- Doutor Ulysses Location in Brazil
- Coordinates: 24°34′4″S 49°25′12″W﻿ / ﻿24.56778°S 49.42000°W
- Country: Brazil
- Region: Southern
- State: Paraná
- Mesoregion: Metropolitana de Curitiba

Population (2020 )
- • Total: 5,552
- Time zone: UTC−3 (BRT)

= Doutor Ulysses =

Doutor Ulysses is a municipality in the state of Paraná in the Southern Region of Brazil.

==Etymology==
The municipality is named in honor of Ulysses Guimarães, a prominent brazilian politician and lawyer who played a key role in the country's redemocratization process during the 1980s. Following his tragic death in a helicopter crash in October 1992, the Legislative Assembly of Paraná passed State Law No. 10,164 on December 7, 1992, officially renaming the city. The title "Doutor" (Doctor) refers to his background in law and the multiple honorary doctorates (Honoris Causa) he received throughout his career.
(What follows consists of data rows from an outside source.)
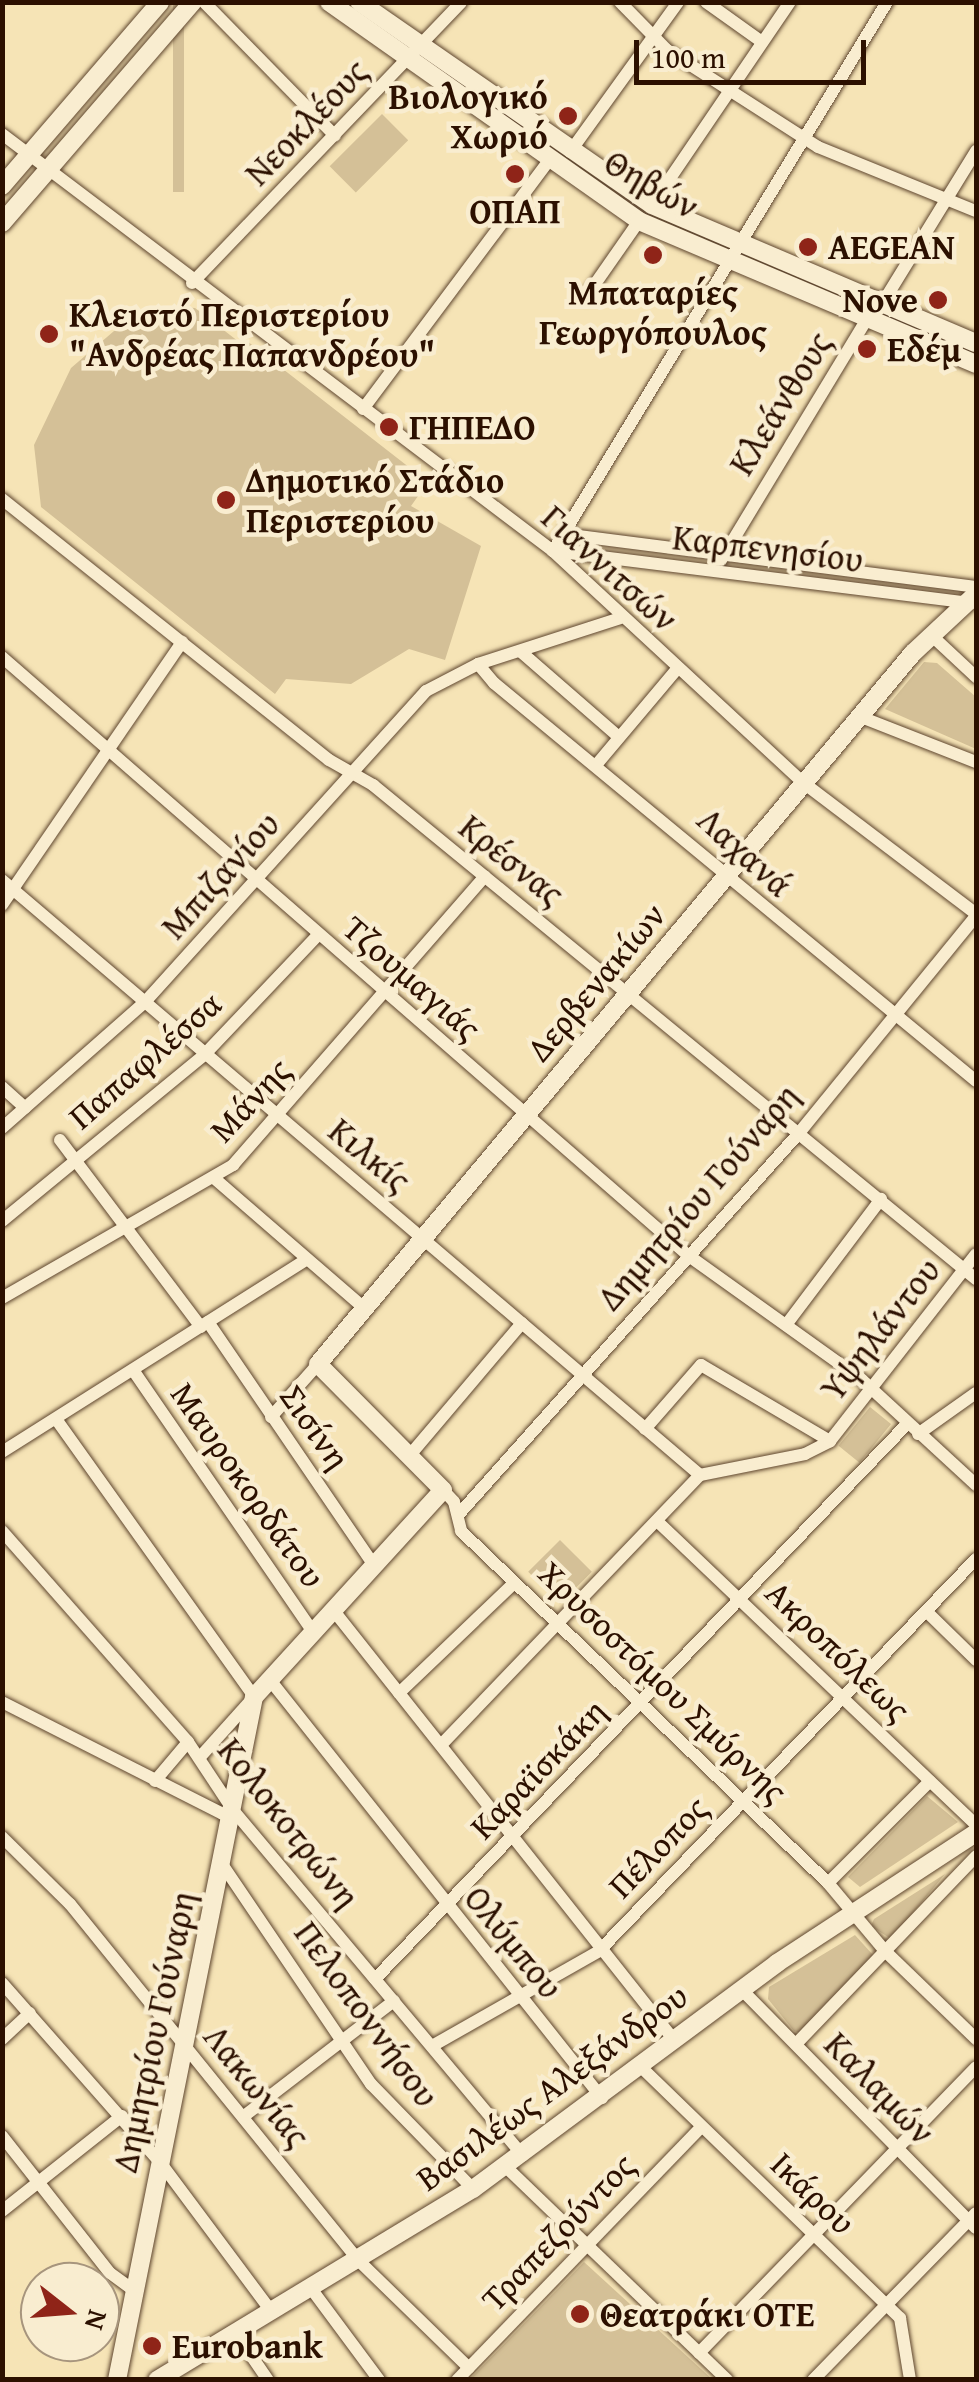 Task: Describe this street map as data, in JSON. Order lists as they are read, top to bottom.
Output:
{
  "streets": {
    "street": [
      "Νεοκλέους",
      "Θηβών",
      "Κλεάνθους",
      "Καρπενησίου",
      "Γιαννιτσών",
      "Λαχανά",
      "Κρέσνας",
      "Μπιζανίου",
      "Τζουμαγιάς",
      "Δερβενακίων",
      "Παπαφλέσσα",
      "Μάνης",
      "Κιλκίς",
      "Δημητρίου Γούναρη",
      "Υψηλάντου",
      "Σισίνη",
      "Μαυροκορδάτου",
      "Ακροπόλεως",
      "Χρυσοστόμου Σμύρνης",
      "Καραϊσκάκη",
      "Κολοκοτρώνη",
      "Πέλοπος",
      "Ολύμπου",
      "Πελοποννήσου",
      "Λακωνίας",
      "Βασιλέως Αλεξάνδρου",
      "Καλαμών",
      "Ικάρου",
      "Τραπεζούντος"
    ]
  },
  "crossings": [
    ["Νεοκλέους", "Θηβών"],
    ["Νεοκλέους", "Γιαννιτσών"],
    ["Θηβών", "Κλεάνθους"],
    ["Κλεάνθους", "Καρπενησίου"],
    ["Καρπενησίου", "Γιαννιτσών"],
    ["Καρπενησίου", "Δερβενακίων"],
    ["Γιαννιτσών", "Μπιζανίου"],
    ["Γιαννιτσών", "Δερβενακίων"],
    ["Γιαννιτσών", "Δημητρίου Γούναρη"],
    ["Λαχανά", "Μπιζανίου"],
    ["Λαχανά", "Δερβενακίων"],
    ["Λαχανά", "Δημητρίου Γούναρη"],
    ["Κρέσνας", "Μπιζανίου"],
    ["Κρέσνας", "Δερβενακίων"],
    ["Κρέσνας", "Μάνης"],
    ["Κρέσνας", "Δημητρίου Γούναρη"],
    ["Κρέσνας", "Υψηλάντου"],
    ["Μπιζανίου", "Τζουμαγιάς"],
    ["Μπιζανίου", "Κιλκίς"],
    ["Τζουμαγιάς", "Δερβενακίων"],
    ["Τζουμαγιάς", "Παπαφλέσσα"],
    ["Τζουμαγιάς", "Μάνης"],
    ["Τζουμαγιάς", "Δημητρίου Γούναρη"],
    ["Τζουμαγιάς", "Υψηλάντου"],
    ["Τζουμαγιάς", "Καραϊσκάκη"],
    ["Δερβενακίων", "Κιλκίς"],
    ["Δερβενακίων", "Σισίνη"],
    ["Δερβενακίων", "Χρυσοστόμου Σμύρνης"],
    ["Παπαφλέσσα", "Κιλκίς"],
    ["Παπαφλέσσα", "Σισίνη"],
    ["Μάνης", "Κιλκίς"],
    ["Μάνης", "Σισίνη"],
    ["Κιλκίς", "Δημητρίου Γούναρη"],
    ["Δημητρίου Γούναρη", "Χρυσοστόμου Σμύρνης"],
    ["Δημητρίου Γούναρη", "Κολοκοτρώνη"],
    ["Δημητρίου Γούναρη", "Πελοποννήσου"],
    ["Δημητρίου Γούναρη", "Λακωνίας"],
    ["Μαυροκορδάτου", "Καραϊσκάκη"],
    ["Μαυροκορδάτου", "Πέλοπος"],
    ["Μαυροκορδάτου", "Βασιλέως Αλεξάνδρου"],
    ["Ακροπόλεως", "Καραϊσκάκη"],
    ["Ακροπόλεως", "Πέλοπος"],
    ["Χρυσοστόμου Σμύρνης", "Καραϊσκάκη"],
    ["Χρυσοστόμου Σμύρνης", "Πέλοπος"],
    ["Χρυσοστόμου Σμύρνης", "Βασιλέως Αλεξάνδρου"],
    ["Καραϊσκάκη", "Κολοκοτρώνη"],
    ["Καραϊσκάκη", "Ολύμπου"],
    ["Κολοκοτρώνη", "Πέλοπος"],
    ["Κολοκοτρώνη", "Βασιλέως Αλεξάνδρου"],
    ["Πέλοπος", "Ολύμπου"],
    ["Ολύμπου", "Βασιλέως Αλεξάνδρου"],
    ["Πελοποννήσου", "Βασιλέως Αλεξάνδρου"],
    ["Λακωνίας", "Βασιλέως Αλεξάνδρου"],
    ["Λακωνίας", "Τραπεζούντος"],
    ["Βασιλέως Αλεξάνδρου", "Καλαμών"],
    ["Βασιλέως Αλεξάνδρου", "Ικάρου"],
    ["Ικάρου", "Τραπεζούντος"]
  ],
  "places": [
    "Βιολογικό Χωριό",
    "ΟΠΑΠ",
    "AEGEAN",
    "Μπαταρίες Γεωργόπουλος",
    "Nove",
    "Κλειστό Περιστερίου \"Ανδρέας Παπανδρέου\"",
    "Εδέμ",
    "ΓΗΠΕΔΟ",
    "Δημοτικό Στάδιο Περιστερίου",
    "Θεατράκι ΟΤΕ",
    "Eurobank"
  ],
  "scale_bar": "100 m",
  "north": "right"
} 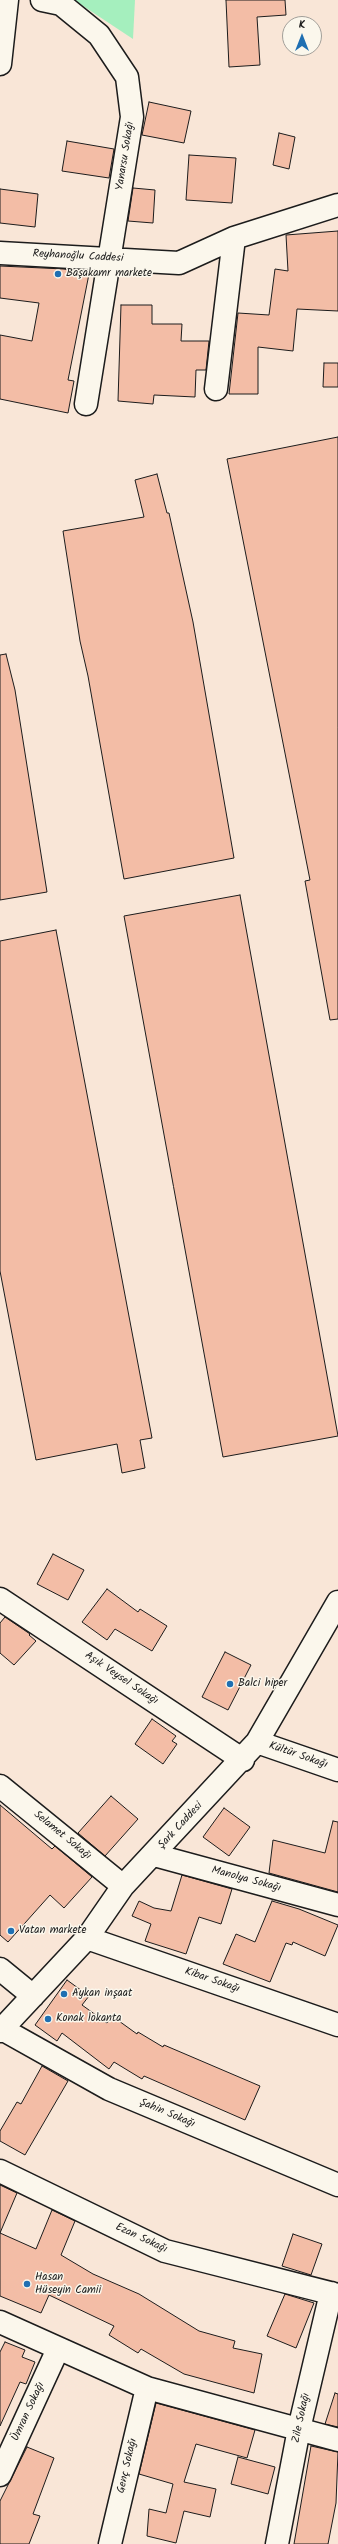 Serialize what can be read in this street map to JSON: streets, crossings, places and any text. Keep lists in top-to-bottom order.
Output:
{
  "streets": {
    "street": [
      "Yanarsu Sokağı",
      "Reyhanoğlu Caddesi",
      "Aşık Veysel Sokağı",
      "Kültür Sokağı",
      "Şark Caddesi",
      "Selamet Sokağı",
      "Manolya Sokağı",
      "Kibar Sokağı",
      "Şahin Sokağı",
      "Ezan Sokağı",
      "Ümran Sokağı",
      "Zile Sokağı",
      "Genç Sokağı"
    ]
  },
  "crossings": [
    ["Yanarsu Sokağı", "Reyhanoğlu Caddesi"],
    ["Aşık Veysel Sokağı", "Şark Caddesi"],
    ["Kültür Sokağı", "Şark Caddesi"],
    ["Şark Caddesi", "Selamet Sokağı"],
    ["Şark Caddesi", "Manolya Sokağı"],
    ["Şark Caddesi", "Kibar Sokağı"],
    ["Şark Caddesi", "Şahin Sokağı"],
    ["Ezan Sokağı", "Zile Sokağı"]
  ],
  "places": [
    "Başakamr markete",
    "Balci hiper",
    "Vatan markete",
    "Aykan inşaat",
    "Konak lokanta",
    "Hasan Hüseyin Camii"
  ],
  "north": "top"
}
The region was initially known as Varzeão when it became an administrative district belonging to Cerro Azul in 1947. Upon gaining political independence and being elevated to municipality status through State Law No. 9,443 on November 20, 1990, the settlement was initially named Vila Branca. Two years later, on December 7, 1992, the current name, Doutor Ulysses, was adopted via State Law No. 10,164 to honor the late politician Ulysses Guimarães, who had died in an aviation accident a couple of months prior. The municipality was officially installed under its current name on January 1, 1993.

==Climate==
According to the Köppen climate classification, Doutor Ulysses is classified as oceanic climate (Köppen: Cfb), frosts are common on winter.